Intermediate Project
— This is more than a simple dev-board project because it combines Wi-Fi web control, multiple switched outputs, and mains/24 VAC valve interfacing that requires careful power and isolation design.
Assumptions:
- The sprinkler valves are standard 24 VAC irrigation solenoids, one per station.
- The user wants a prototype that can be powered from mains via a low-voltage supply, not a battery-only system.
- The web page only needs to work on the local home network, not remote cloud access.
- No soil moisture sensing or weather integration was explicitly requested, so this is a controller-only design.
- The controller will be built as a custom PCB or wired prototype around a dev board, not as a finished outdoor-rated product.
Bill of Materials
Compatibility Notes
- The ESP32 GPIO is 3.3 V logic, so any relay board or transistor interface must be compatible with 3.3 V drive or include proper buffering.
- If the irrigation valves are 24 VAC, do not drive them directly from the ESP32; use the relay board to switch the valve supply.
- The IRM-20-12 provides 12 V DC, which is useful for the controller electronics and any intermediate relay circuitry, but it is not the same as the 24 VAC typically used by sprinkler valves.
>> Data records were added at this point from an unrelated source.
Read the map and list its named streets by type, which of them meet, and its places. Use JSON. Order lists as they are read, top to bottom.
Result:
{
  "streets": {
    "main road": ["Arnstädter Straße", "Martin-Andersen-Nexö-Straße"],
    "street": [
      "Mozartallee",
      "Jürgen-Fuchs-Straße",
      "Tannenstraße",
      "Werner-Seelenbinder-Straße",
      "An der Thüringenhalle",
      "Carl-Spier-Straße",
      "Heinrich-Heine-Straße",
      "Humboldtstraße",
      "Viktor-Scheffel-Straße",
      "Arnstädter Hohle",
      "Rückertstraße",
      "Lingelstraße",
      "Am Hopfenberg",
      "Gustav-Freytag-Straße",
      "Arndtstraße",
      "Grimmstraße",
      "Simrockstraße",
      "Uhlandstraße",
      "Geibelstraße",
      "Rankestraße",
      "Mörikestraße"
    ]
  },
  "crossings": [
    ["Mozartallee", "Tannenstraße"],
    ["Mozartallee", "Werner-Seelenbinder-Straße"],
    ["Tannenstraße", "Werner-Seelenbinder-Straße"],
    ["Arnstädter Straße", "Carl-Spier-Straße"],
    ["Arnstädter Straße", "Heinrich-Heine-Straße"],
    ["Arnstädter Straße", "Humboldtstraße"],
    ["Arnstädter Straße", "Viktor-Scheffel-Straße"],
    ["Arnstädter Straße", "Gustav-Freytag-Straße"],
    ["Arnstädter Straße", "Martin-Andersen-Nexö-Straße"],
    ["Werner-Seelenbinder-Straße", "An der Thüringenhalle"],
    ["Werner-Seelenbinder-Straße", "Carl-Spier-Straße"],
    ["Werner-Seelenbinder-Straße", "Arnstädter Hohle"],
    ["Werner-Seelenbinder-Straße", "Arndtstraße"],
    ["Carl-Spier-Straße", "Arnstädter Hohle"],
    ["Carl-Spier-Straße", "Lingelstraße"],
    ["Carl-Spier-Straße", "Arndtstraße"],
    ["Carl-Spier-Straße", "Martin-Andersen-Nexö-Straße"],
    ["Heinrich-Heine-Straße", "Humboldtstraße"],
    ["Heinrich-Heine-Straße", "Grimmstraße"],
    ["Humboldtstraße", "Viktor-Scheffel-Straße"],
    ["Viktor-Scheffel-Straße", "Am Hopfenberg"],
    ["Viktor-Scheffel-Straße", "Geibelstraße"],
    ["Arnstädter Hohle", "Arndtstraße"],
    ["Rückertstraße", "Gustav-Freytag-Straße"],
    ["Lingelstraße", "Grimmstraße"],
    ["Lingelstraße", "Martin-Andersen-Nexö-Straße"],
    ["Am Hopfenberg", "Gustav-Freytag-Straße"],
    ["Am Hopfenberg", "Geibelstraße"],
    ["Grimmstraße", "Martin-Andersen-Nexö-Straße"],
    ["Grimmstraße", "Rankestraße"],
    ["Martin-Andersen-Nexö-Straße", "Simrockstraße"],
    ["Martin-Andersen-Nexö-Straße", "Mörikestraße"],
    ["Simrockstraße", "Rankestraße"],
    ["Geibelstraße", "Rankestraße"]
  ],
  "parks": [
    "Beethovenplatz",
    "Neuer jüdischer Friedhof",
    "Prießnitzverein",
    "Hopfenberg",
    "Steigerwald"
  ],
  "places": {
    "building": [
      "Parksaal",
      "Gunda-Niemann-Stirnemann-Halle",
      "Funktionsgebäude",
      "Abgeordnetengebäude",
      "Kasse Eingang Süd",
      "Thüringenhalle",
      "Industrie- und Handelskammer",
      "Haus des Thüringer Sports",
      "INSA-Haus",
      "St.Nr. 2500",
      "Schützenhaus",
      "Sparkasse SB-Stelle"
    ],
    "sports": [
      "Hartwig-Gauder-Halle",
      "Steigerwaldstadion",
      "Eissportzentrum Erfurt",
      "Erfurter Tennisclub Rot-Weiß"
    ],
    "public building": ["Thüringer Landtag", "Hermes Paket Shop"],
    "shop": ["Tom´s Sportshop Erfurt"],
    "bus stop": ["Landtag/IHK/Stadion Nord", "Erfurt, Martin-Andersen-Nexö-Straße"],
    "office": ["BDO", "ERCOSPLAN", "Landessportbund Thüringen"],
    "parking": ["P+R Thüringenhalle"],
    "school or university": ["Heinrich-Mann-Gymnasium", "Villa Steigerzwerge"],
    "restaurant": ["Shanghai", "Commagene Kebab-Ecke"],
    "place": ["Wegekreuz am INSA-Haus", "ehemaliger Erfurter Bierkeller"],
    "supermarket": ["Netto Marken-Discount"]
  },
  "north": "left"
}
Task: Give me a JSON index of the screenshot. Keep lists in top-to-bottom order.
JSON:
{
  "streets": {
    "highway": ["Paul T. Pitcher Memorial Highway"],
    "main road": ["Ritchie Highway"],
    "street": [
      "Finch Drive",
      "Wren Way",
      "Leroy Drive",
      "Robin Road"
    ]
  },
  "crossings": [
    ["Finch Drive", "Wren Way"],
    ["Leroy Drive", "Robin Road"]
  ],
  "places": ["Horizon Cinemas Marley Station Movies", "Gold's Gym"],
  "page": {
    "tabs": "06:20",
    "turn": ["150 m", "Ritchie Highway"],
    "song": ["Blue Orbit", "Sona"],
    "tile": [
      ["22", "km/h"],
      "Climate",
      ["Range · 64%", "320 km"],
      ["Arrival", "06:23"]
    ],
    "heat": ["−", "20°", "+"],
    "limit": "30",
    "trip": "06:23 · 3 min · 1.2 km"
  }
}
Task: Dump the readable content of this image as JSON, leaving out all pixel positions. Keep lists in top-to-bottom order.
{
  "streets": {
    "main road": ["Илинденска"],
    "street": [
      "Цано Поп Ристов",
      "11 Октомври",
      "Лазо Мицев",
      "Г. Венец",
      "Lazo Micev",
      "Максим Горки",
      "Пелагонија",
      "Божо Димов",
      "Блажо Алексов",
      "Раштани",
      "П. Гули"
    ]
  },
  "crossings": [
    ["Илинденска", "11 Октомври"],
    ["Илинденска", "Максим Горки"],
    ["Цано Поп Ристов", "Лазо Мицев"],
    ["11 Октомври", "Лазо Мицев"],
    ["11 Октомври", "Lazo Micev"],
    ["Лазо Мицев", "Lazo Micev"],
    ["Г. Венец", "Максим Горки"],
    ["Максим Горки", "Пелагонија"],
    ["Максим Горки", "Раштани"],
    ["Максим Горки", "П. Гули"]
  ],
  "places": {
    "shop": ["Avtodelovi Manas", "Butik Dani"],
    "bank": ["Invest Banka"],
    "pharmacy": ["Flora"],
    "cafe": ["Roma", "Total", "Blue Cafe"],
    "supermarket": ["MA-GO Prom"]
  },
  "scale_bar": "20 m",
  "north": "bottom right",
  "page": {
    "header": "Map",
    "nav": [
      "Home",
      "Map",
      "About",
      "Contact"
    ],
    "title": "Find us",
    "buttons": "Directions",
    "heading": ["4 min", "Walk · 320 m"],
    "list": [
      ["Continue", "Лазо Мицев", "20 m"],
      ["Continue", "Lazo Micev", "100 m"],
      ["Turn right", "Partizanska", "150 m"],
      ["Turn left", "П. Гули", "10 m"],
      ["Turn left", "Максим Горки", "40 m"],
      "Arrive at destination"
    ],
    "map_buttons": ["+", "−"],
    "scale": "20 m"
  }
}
- For a prototype, keep the ESP32 and low-voltage control circuitry isolated from the valve wiring to reduce noise and accidental damage.
You'll Also Need
- 6 valve connectors or terminal blocks for the station outputs
- Flyback/snubber protection strategy for the valve wiring if the relay board does not already include it
- Enclosure, cable glands, and strain relief for outdoor wiring
- PCB or perfboard, headers, hookup wire, and mounting hardware
- A 24 VAC transformer or valve supply if your sprinkler valves require standard irrigation AC power and you are not deriving it elsewhere
- Optional manual override buttons and status LEDs if you want local control without the web page
Estimated BOM Cost: $35-40 (based on live distributor pricing)
Design Considerations
Valve Switching Topology
Most irrigation valves are 24 VAC loads, so the safest prototype approach is to switch the AC line with relays rather than trying to drive the valves directly from the MCU. A relay board like 27115 simplifies wiring, but verify its contact rating and whether the board includes transistor drivers and flyback protection on the coil side. If you later move to a custom PCB, consider opto-isolated relay channels or triac-based AC switching for better noise immunity.
Power Architecture
The ESP32 board can be powered from USB for bench testing, but a fielded sprinkler controller usually wants a dedicated low-voltage supply. The IRM-20-12 is a reasonable starting point for a prototype, but if your valves need 24 VAC you will likely need a separate valve transformer or a different supply arrangement. Keep the logic supply and valve supply wiring physically separated to reduce conducted noise and accidental shorts.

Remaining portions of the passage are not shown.